What to produce -
Both ends included, restate word for word the lines from the first line of the listing through the line containing "function fillPath(path, color)". Leave the pictures out.

Top of Dataset

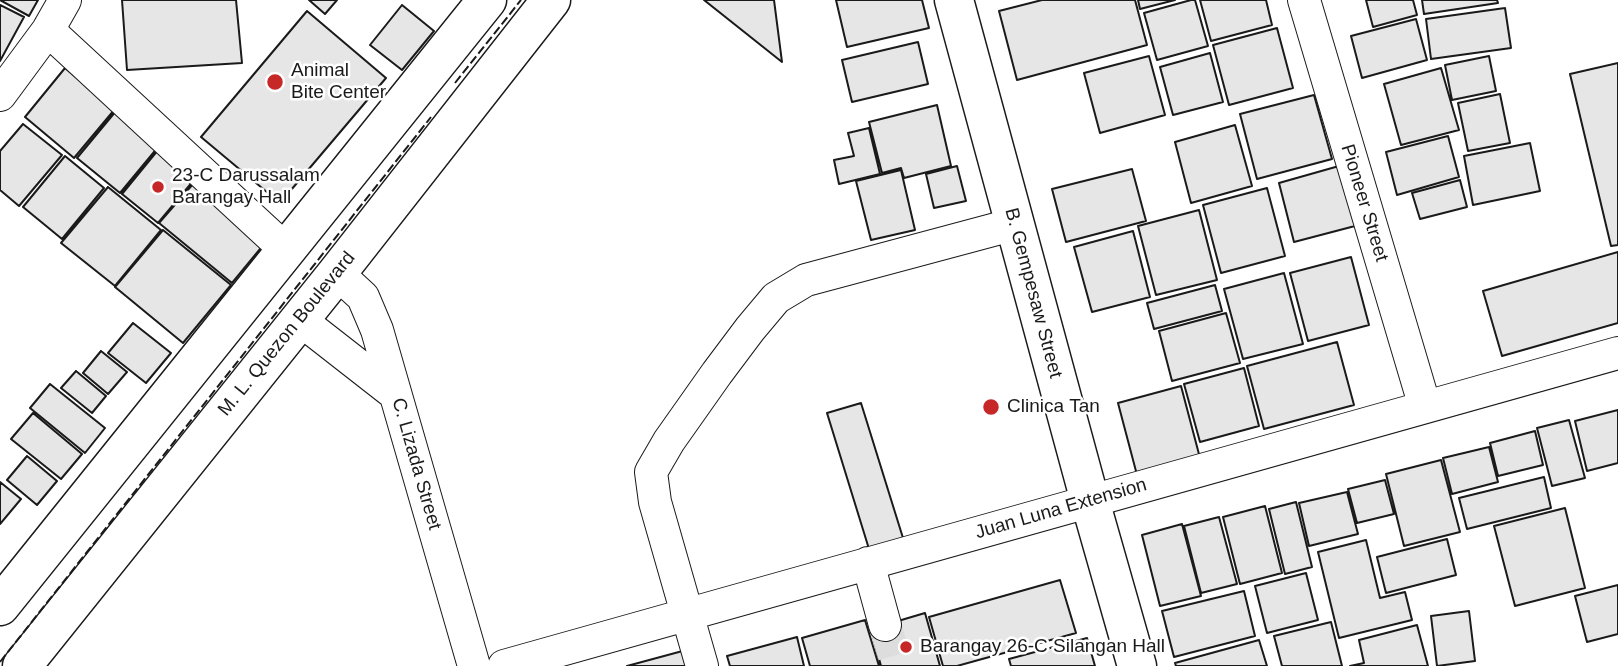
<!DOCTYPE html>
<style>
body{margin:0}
canvas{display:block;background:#fff}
</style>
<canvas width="1618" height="666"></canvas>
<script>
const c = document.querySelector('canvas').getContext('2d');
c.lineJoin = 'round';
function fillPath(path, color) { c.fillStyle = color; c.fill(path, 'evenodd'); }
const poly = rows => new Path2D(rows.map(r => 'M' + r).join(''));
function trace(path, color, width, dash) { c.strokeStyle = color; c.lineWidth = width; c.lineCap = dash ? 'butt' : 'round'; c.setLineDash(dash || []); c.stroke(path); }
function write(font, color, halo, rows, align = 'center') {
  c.font = font + ' Arial,sans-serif'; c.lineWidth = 5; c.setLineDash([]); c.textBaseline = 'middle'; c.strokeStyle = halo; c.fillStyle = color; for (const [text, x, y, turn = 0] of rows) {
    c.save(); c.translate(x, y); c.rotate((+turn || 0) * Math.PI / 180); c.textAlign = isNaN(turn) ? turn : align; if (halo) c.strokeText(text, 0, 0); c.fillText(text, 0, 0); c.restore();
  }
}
const building = poly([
 [0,0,38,0,29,16,0,0],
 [122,0,236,0,242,63,127,70,122,0],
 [309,0,337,0,325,14,309,0],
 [704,0,774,0,782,62,704,0],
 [836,0,922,0,929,28,847,47,836,0],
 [1042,0,1135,0,1147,45,1017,80,999,11,1042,0],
 [1138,0,1175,0,1140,9,1138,0],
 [1191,0,1195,0,1208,46,1157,60,1144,13,1191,0],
 [1200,0,1266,0,1272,25,1211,41,1200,0],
 [1366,0,1413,0,1417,15,1373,27,1366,0],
 [1422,0,1497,0,1498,3,1424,14,1422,0],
 [0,5,24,17,0,61,0,5],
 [402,5,434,31,402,70,370,45,402,5],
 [1505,8,1511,48,1431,59,1426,19,1505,8],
 [307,11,386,78,280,203,201,137,307,11],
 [1416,19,1427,60,1362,78,1351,36,1416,19],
 [1277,28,1293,88,1229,105,1213,45,1277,28],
 [918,42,928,84,852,102,842,60,918,42],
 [1210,53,1223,102,1173,115,1160,67,1210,53],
 [1149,56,1165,115,1100,133,1084,73,1149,56],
 [1489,56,1496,91,1452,100,1445,65,1489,56],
 [1618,63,1618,245,1611,246,1570,74,1618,63],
 [65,68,115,109,74,158,25,117,65,68],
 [1441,68,1459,130,1401,145,1384,84,1441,68],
 [1500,94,1510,143,1468,151,1458,103,1500,94],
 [1314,95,1332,159,1257,179,1240,114,1314,95],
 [937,105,951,166,904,178,901,168,882,173,869,122,937,105],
 [116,111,159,146,120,193,77,158,116,111],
 [23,124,62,155,19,206,0,190,0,151,23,124],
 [1235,125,1252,186,1191,203,1175,142,1235,125],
 [869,128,880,174,839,184,834,160,854,156,848,133,869,128],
 [1448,136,1459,177,1397,195,1386,152,1448,136],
 [1530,143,1540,191,1473,205,1464,156,1530,143],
 [158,150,194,180,158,223,122,194,158,150],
 [65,156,104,188,62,239,23,207,65,156],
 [957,166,966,201,934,208,926,174,957,166],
 [1339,166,1355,226,1294,242,1279,183,1339,166],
 [1132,169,1146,221,1066,242,1052,189,1132,169],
 [901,170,915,230,871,240,856,181,901,170],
 [1460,180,1467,207,1420,219,1412,193,1460,180],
 [193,184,265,243,232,283,159,223,193,184],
 [108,187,161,230,115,286,61,243,108,187],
 [1267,188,1285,256,1221,273,1203,205,1267,188],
 [1199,210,1217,280,1156,295,1138,226,1199,210],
 [163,230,231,285,183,343,115,287,163,230],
 [1133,231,1150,297,1092,312,1074,247,1133,231],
 [1618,252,1618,323,1502,356,1483,291,1618,252],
 [1351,257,1369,325,1308,341,1290,273,1351,257],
 [1284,273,1303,344,1243,359,1224,289,1284,273],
 [1215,285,1222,311,1154,329,1147,303,1215,285],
 [1226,313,1240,363,1172,381,1159,331,1226,313],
 [133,323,171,353,146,383,108,353,133,323],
 [1337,342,1354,405,1264,429,1247,366,1337,342],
 [101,351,127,372,108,394,83,373,101,351],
 [1244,368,1259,426,1200,442,1184,384,1244,368],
 [76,371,106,396,92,413,61,388,76,371],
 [50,384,105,428,85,453,30,408,50,384],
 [1181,386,1200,458,1137,475,1118,403,1181,386],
 [861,403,903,538,869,549,827,413,861,403],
 [1618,410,1618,463,1587,471,1575,421,1618,410],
 [33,413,82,454,61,479,11,439,33,413],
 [1569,420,1585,478,1552,486,1537,428,1569,420],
 [1535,431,1543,465,1498,476,1490,443,1535,431],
 [1489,447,1498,482,1452,494,1443,458,1489,447],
 [27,456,57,481,37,505,7,480,27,456],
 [1441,460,1460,532,1404,546,1386,474,1441,460],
 [1544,477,1551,508,1467,529,1459,498,1544,477],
 [1385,480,1394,514,1357,523,1348,489,1385,480],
 [0,482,21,499,0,524,0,482],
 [1347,492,1358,534,1309,546,1299,503,1347,492],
 [1296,502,1312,567,1285,574,1269,509,1296,502],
 [1265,506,1282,573,1240,584,1223,517,1265,506],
 [1565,508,1585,588,1515,606,1494,526,1565,508],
 [1219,517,1237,584,1201,593,1184,526,1219,517],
 [1182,524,1201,596,1160,606,1142,535,1182,524],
 [1447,539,1456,575,1386,593,1377,557,1447,539],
 [1366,540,1380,598,1405,592,1412,620,1339,638,1318,552,1366,540],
 [1306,573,1318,620,1267,633,1255,586,1306,573],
 [1060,580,1076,633,957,666,943,666,929,617,1060,580],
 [1618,585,1618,634,1587,642,1575,596,1618,585],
 [1244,591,1255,636,1174,657,1162,611,1244,591],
 [1469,611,1475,661,1437,666,1431,616,1469,611],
 [925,613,940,666,881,666,871,629,925,613],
 [865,620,879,666,810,666,802,638,865,620],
 [1331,622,1342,666,1282,666,1274,636,1331,622],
 [1417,625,1428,666,1350,666,1364,663,1359,640,1417,625],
 [797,637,804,666,730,666,727,656,797,637],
 [1087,638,1095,666,1011,666,1009,659,1087,638],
 [1259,640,1267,666,1176,666,1175,663,1259,640],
 [690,649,694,666,627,666,690,649]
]);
fillPath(building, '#e6e6e6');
trace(building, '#1a1a1a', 2);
trace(poly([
 [885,625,897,666]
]), '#ddd', 32, [32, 16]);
const minor = poly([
 [1304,0,1425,407],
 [48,30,286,250],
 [0,95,48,30,65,0],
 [337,273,363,297,377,330,474,666],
 [299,319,395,394],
 [868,563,885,625],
 [504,666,1618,353],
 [702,666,655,502,651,472,669,441,717,373,750,329,776,298,806,280,1015,224]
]);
const tertiary = poly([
 [954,0,1090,501,1137,666]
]);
const primary = poly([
 [0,606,487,0],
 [22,666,337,273,551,0]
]);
trace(minor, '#1a1a1a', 34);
trace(tertiary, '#1a1a1a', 41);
trace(primary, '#1a1a1a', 41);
trace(minor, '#fff', 32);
trace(tertiary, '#fff', 38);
trace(primary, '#fff', 38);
trace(poly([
 [455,83,521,0],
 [0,662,431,117]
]), '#1a1a1a', 2, [9, 3.5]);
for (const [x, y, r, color] of [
 [275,82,9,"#c62828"],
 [158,187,7,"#c62828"],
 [991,407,9,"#c62828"],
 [906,647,7,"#c62828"]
]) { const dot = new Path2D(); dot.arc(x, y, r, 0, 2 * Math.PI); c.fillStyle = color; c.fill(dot); trace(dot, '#fff', 2.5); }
write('19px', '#1a1a1a', '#fff', [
 ["Animal",291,71],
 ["Bite Center",291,93],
 ["23-C Darussalam",172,176],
 ["Barangay Hall",172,198],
 ["Clinica Tan",1007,407],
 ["Barangay 26-C Silangan Hall",920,647]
], 'left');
write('19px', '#1a1a1a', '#fff', [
 ["Pioneer Street",1364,203,73],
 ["B. Gempesaw Street",1033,293,75],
 ["M. L. Quezon Boulevard",287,334,-51],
 ["C. Lizada Street",416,464,74],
 ["Juan Luna Extension",1061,509,-16]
]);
</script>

Bottom of Dataset

Result for this exercise -
<!DOCTYPE html>
<style>
body{margin:0}
canvas{display:block;background:#fff}
</style>
<canvas width="1618" height="666"></canvas>
<script>
const c = document.querySelector('canvas').getContext('2d');
c.lineJoin = 'round';
function fillPath(path, color) { c.fillStyle = color; c.fill(path, 'evenodd'); }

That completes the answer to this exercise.